Brief:
Write out the opening lines of the data word for word, up to and including the line with "2px #434343) drop-shadow(0", and leave every picture and every later line out.

[Collected data]
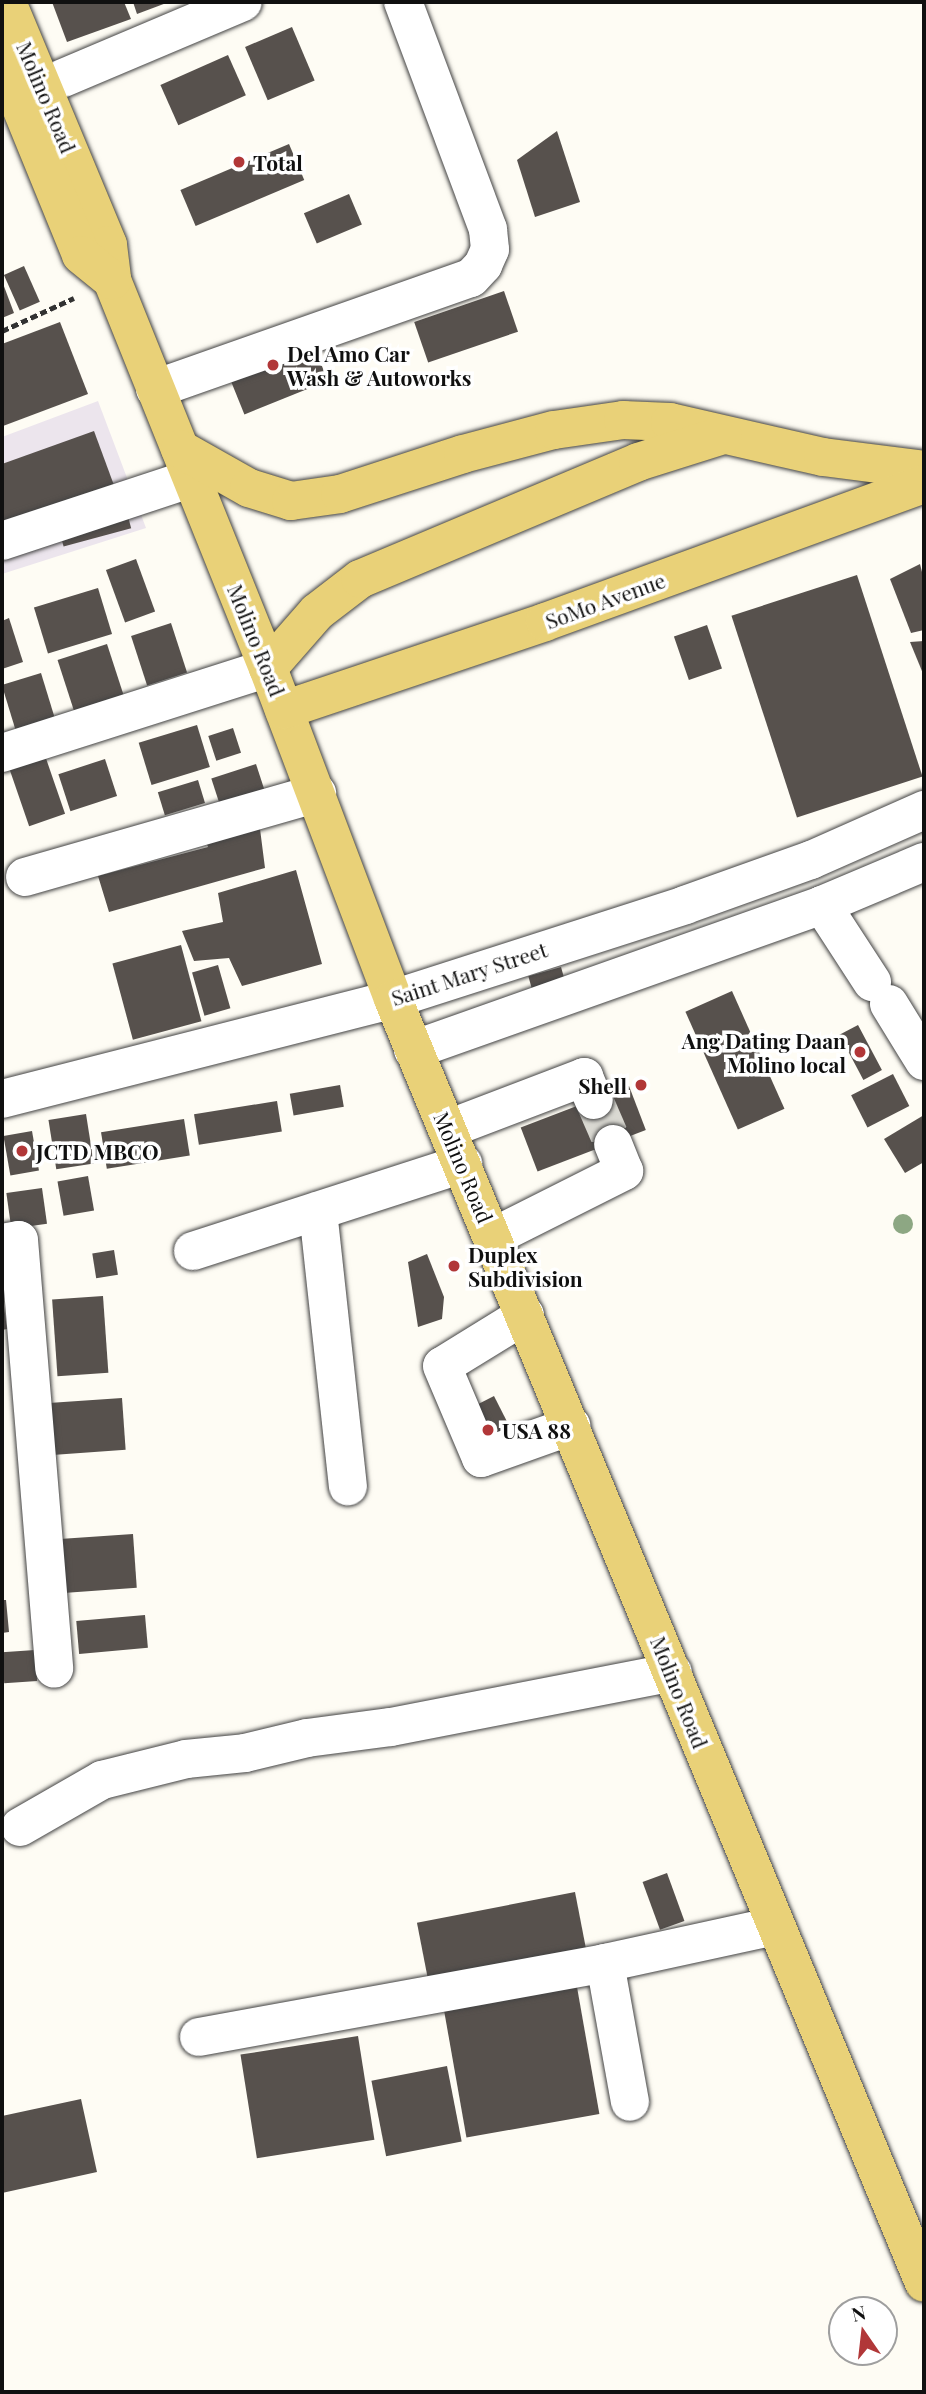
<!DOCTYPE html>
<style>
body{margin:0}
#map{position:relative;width:926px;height:2394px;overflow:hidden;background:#fefcf4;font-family:"Playfair Display",serif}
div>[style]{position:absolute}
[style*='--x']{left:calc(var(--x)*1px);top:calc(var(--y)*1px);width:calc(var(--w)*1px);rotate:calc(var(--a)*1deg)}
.industrial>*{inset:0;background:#ece5ed}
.building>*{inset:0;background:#57514d;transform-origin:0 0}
.minor-tunnel>*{height:38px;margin-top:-19px;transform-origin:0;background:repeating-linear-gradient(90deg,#dad9d2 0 38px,transparent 0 57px)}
.path>*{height:4.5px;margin-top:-2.25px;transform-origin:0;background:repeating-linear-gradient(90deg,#323232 0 7px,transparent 0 10.5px)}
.roads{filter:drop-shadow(0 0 2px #434343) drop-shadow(0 0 2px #434343)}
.minor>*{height:38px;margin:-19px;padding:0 19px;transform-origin:19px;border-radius:19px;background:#fff}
.major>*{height:38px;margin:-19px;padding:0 19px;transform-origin:19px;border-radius:19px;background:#e9d178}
.trees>*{width:20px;height:20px;margin:-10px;border-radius:50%;background:#8da783}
.dots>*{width:19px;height:19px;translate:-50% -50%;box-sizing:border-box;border:4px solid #fff;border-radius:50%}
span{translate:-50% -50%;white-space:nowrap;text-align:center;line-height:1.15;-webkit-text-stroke:7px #fff;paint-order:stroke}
.street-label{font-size:21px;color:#101010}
.poi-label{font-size:21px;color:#101010;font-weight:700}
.left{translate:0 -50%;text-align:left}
.right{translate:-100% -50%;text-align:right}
.frame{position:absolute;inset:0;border:4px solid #101010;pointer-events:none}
.north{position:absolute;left:828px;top:2296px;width:70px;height:70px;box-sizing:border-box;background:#fff;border:2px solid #9f9f9f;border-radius:50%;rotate:346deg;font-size:19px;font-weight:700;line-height:28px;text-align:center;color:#101010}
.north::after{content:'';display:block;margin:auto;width:24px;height:32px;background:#b13738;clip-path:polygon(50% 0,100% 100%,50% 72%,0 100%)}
</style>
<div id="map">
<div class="industrial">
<i style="clip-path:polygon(98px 401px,146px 528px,2px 574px,2px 437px)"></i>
</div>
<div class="building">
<i style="clip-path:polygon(52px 2px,124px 2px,131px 19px,67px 42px)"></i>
<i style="clip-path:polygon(133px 2px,169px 2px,137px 14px)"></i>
<i style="left:292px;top:27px;width:58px;height:51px;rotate:67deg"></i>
<i style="left:228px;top:55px;width:44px;height:74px;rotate:66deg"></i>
<i style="clip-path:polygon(557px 131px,580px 202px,535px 217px,517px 160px)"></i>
<i style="left:289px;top:144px;width:39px;height:118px;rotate:67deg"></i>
<i style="left:349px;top:194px;width:33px;height:49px;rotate:67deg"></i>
<i style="left:24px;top:266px;width:39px;height:22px;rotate:66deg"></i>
<i style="clip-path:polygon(2px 281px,14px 313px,2px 318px)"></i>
<i style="left:504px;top:291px;width:43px;height:95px;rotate:71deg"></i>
<i style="clip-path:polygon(60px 322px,88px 394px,3px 426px,2px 344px)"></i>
<i style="left:311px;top:339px;width:45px;height:90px;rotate:68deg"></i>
<i style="clip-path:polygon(94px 431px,115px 488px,2px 529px,2px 464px)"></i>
<i style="left:126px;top:509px;width:20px;height:70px;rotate:75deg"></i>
<i style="left:136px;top:559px;width:56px;height:32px;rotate:70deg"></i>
<i style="clip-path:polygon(920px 564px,924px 580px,924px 630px,911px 633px,890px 579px)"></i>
<i style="left:857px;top:575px;width:212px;height:132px;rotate:72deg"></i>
<i style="left:98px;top:588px;width:48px;height:67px;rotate:73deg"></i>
<i style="clip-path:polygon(9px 618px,23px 662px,2px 669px,2px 621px)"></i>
<i style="left:171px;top:623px;width:52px;height:42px;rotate:72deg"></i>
<i style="left:707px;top:625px;width:46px;height:35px;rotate:71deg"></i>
<i style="clip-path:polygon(924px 641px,924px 676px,910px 642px)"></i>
<i style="left:107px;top:644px;width:60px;height:52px;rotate:72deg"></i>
<i style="left:41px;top:673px;width:62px;height:41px;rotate:73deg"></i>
<i style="left:197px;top:725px;width:44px;height:61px;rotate:73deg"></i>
<i style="left:233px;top:728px;width:26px;height:26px;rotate:72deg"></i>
<i style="left:40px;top:741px;width:77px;height:38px;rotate:71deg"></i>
<i style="left:105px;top:759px;width:39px;height:49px;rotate:72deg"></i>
<i style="left:256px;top:764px;width:29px;height:47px;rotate:72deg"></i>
<i style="left:198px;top:780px;width:24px;height:42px;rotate:73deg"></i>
<i style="clip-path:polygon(259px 821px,265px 868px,109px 912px,98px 876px,208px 847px,203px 833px)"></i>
<i style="clip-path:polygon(296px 870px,322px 964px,242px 986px,229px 958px,194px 961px,182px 931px,223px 922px,218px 893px)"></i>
<i style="left:181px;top:945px;width:79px;height:71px;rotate:75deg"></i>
<i style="left:218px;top:965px;width:45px;height:27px;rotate:74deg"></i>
<i style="left:561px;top:967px;width:15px;height:34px;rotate:74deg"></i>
<i style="left:732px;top:991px;width:129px;height:51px;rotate:66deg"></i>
<i style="left:858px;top:1025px;width:51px;height:21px;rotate:62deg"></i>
<i style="left:893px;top:1074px;width:36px;height:47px;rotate:63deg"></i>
<i style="left:340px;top:1085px;width:22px;height:51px;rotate:80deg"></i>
<i style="left:629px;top:1086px;width:47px;height:116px;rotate:69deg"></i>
<i style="left:277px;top:1101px;width:31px;height:84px;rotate:81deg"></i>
<i style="left:86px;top:1114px;width:50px;height:38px;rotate:81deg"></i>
<i style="clip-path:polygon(924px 1115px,924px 1162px,905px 1173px,884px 1139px)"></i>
<i style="left:184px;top:1119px;width:37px;height:84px;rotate:81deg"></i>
<i style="left:32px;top:1131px;width:40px;height:29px;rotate:80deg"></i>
<i style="left:88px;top:1176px;width:35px;height:31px;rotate:80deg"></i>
<i style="left:42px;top:1188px;width:36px;height:36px;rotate:82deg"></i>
<i style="left:114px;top:1250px;width:25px;height:22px;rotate:81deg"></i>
<i style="clip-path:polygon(427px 1254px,444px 1297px,442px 1319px,418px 1327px,408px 1262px)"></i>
<i style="clip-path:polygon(2px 1291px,7px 1329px,2px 1330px)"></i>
<i style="left:103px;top:1296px;width:77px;height:51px;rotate:86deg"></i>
<i style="left:494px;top:1396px;width:45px;height:33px;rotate:63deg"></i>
<i style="left:122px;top:1398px;width:52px;height:77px;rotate:86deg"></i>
<i style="left:133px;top:1534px;width:54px;height:77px;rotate:86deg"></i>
<i style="clip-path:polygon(2px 1600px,6px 1600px,9px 1632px,2px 1633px)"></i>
<i style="left:145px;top:1615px;width:33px;height:69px;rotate:85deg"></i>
<i style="left:35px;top:1650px;width:31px;height:33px;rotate:86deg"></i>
<i style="left:667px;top:1873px;width:51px;height:26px;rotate:70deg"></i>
<i style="left:575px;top:1892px;width:61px;height:161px;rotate:79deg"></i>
<i style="left:577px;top:1987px;width:129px;height:135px;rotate:80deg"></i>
<i style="left:358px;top:2036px;width:105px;height:119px;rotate:81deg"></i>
<i style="left:447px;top:2066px;width:77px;height:77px;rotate:79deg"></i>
<i style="clip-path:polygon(81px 2099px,97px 2172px,2px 2193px,2px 2116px)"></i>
</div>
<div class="minor-tunnel">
<i style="--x:594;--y:1100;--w:48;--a:66.6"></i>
</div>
<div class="path">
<i style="--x:2;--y:331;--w:79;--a:-24.6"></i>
</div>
<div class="roads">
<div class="minor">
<i style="--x:63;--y:78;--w:195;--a:-22.9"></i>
<i style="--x:155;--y:389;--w:335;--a:-19.4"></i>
<i style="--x:471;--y:278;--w:18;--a:-47"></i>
<i style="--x:483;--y:265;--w:17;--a:-66"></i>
<i style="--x:490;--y:249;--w:20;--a:-96"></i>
<i style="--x:488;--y:229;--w:242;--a:-110.5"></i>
<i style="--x:2;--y:541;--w:200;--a:-18.3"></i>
<i style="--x:2;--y:753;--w:279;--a:-17.7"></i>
<i style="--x:25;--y:877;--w:304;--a:-16"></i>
<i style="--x:822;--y:905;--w:92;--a:57"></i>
<i style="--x:889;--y:1004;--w:67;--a:58.4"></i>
<i style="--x:413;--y:1050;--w:434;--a:-19.5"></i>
<i style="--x:822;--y:905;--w:111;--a:-22.9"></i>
<i style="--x:2;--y:1099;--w:404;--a:-14.3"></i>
<i style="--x:393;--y:999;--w:307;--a:-17.8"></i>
<i style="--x:685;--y:905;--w:134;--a:-19.7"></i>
<i style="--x:811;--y:860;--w:124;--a:-23.9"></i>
<i style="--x:448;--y:1129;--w:146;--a:-20.9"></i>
<i style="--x:584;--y:1077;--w:25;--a:67"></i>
<i style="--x:318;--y:1211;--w:277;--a:83.8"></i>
<i style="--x:493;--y:1237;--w:147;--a:-26.7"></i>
<i style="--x:624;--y:1171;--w:29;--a:-112"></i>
<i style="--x:2;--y:1243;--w:17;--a:-10"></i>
<i style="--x:19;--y:1240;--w:430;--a:85.3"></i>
<i style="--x:193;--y:1251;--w:284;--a:-17.9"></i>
<i style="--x:525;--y:1315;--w:97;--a:148.4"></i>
<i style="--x:442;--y:1366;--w:100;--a:67"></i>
<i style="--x:481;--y:1458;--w:96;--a:-19.6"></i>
<i style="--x:20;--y:1827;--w:95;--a:-29.8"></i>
<i style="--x:102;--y:1780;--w:87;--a:-14"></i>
<i style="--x:186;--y:1759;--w:59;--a:-5.8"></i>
<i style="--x:245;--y:1753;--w:64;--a:-13.6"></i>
<i style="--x:307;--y:1738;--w:85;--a:-7.5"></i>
<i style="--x:391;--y:1727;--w:287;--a:-11"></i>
<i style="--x:605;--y:1963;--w:141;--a:79.8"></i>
<i style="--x:199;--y:2037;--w:413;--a:-10.3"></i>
<i style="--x:605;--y:1963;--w:173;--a:-12.3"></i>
</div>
<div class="major">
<i style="--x:7;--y:2;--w:263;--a:67.4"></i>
<i style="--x:108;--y:245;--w:35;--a:83"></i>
<i style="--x:112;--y:280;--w:418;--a:68.1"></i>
<i style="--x:268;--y:668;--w:354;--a:69.3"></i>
<i style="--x:393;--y:999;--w:1389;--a:67.53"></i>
<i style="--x:2;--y:61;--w:209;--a:67.8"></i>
<i style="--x:81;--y:255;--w:40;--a:39"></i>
<i style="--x:180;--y:449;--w:79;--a:29.5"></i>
<i style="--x:249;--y:488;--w:44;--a:17.2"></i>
<i style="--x:291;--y:501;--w:49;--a:-8.1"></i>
<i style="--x:340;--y:494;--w:129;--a:-18"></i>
<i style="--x:463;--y:454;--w:94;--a:-14.8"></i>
<i style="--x:554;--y:430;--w:70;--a:-8.2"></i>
<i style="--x:623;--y:420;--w:47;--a:2.4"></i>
<i style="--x:670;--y:422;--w:157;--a:12.9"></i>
<i style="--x:823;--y:457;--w:102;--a:7.3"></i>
<i style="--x:268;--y:668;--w:74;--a:-48.8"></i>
<i style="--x:317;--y:612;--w:54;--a:-37.5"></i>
<i style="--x:360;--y:579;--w:302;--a:-22.8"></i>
<i style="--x:638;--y:462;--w:89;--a:-17.6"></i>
<i style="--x:284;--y:710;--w:275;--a:-18.6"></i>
<i style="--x:545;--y:622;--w:403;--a:-20"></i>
</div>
</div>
<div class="trees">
<i style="left:903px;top:1224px"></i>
</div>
<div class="dots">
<i style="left:239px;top:162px;background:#b13738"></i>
<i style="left:273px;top:365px;background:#b13738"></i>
<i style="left:860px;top:1052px;background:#b13738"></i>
<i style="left:641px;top:1085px;background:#b13738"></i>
<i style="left:22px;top:1151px;background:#b13738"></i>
<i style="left:454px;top:1266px;background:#b13738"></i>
<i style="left:488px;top:1430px;background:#b13738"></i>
</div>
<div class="street-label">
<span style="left:47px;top:97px;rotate:67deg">Molino Road</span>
<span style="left:605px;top:600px;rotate:-20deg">SoMo Avenue</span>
<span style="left:257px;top:640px;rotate:68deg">Molino Road</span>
<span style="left:469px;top:973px;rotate:-18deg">Saint Mary Street</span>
<span style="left:464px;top:1167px;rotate:67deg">Molino Road</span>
<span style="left:680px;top:1692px;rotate:68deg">Molino Road</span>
</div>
<div class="poi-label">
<span class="left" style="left:253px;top:162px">Total</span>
<span class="left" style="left:287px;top:365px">Del Amo Car<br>Wash &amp; Autoworks</span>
<span class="right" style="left:846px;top:1052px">Ang Dating Daan<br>Molino local</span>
<span class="right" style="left:627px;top:1085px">Shell</span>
<span class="left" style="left:36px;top:1151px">JCTD MBCO</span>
<span class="left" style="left:468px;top:1266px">Duplex<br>Subdivision</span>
<span class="left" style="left:502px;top:1430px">USA 88</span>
</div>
<div class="frame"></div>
<div class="north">N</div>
</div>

Exercise solution:
<!DOCTYPE html>
<style>
body{margin:0}
#map{position:relative;width:926px;height:2394px;overflow:hidden;background:#fefcf4;font-family:"Playfair Display",serif}
div>[style]{position:absolute}
[style*='--x']{left:calc(var(--x)*1px);top:calc(var(--y)*1px);width:calc(var(--w)*1px);rotate:calc(var(--a)*1deg)}
.industrial>*{inset:0;background:#ece5ed}
.building>*{inset:0;background:#57514d;transform-origin:0 0}
.minor-tunnel>*{height:38px;margin-top:-19px;transform-origin:0;background:repeating-linear-gradient(90deg,#dad9d2 0 38px,transparent 0 57px)}
.path>*{height:4.5px;margin-top:-2.25px;transform-origin:0;background:repeating-linear-gradient(90deg,#323232 0 7px,transparent 0 10.5px)}
.roads{filter:drop-shadow(0 0 2px #434343) drop-shadow(0 0 2px #434343)}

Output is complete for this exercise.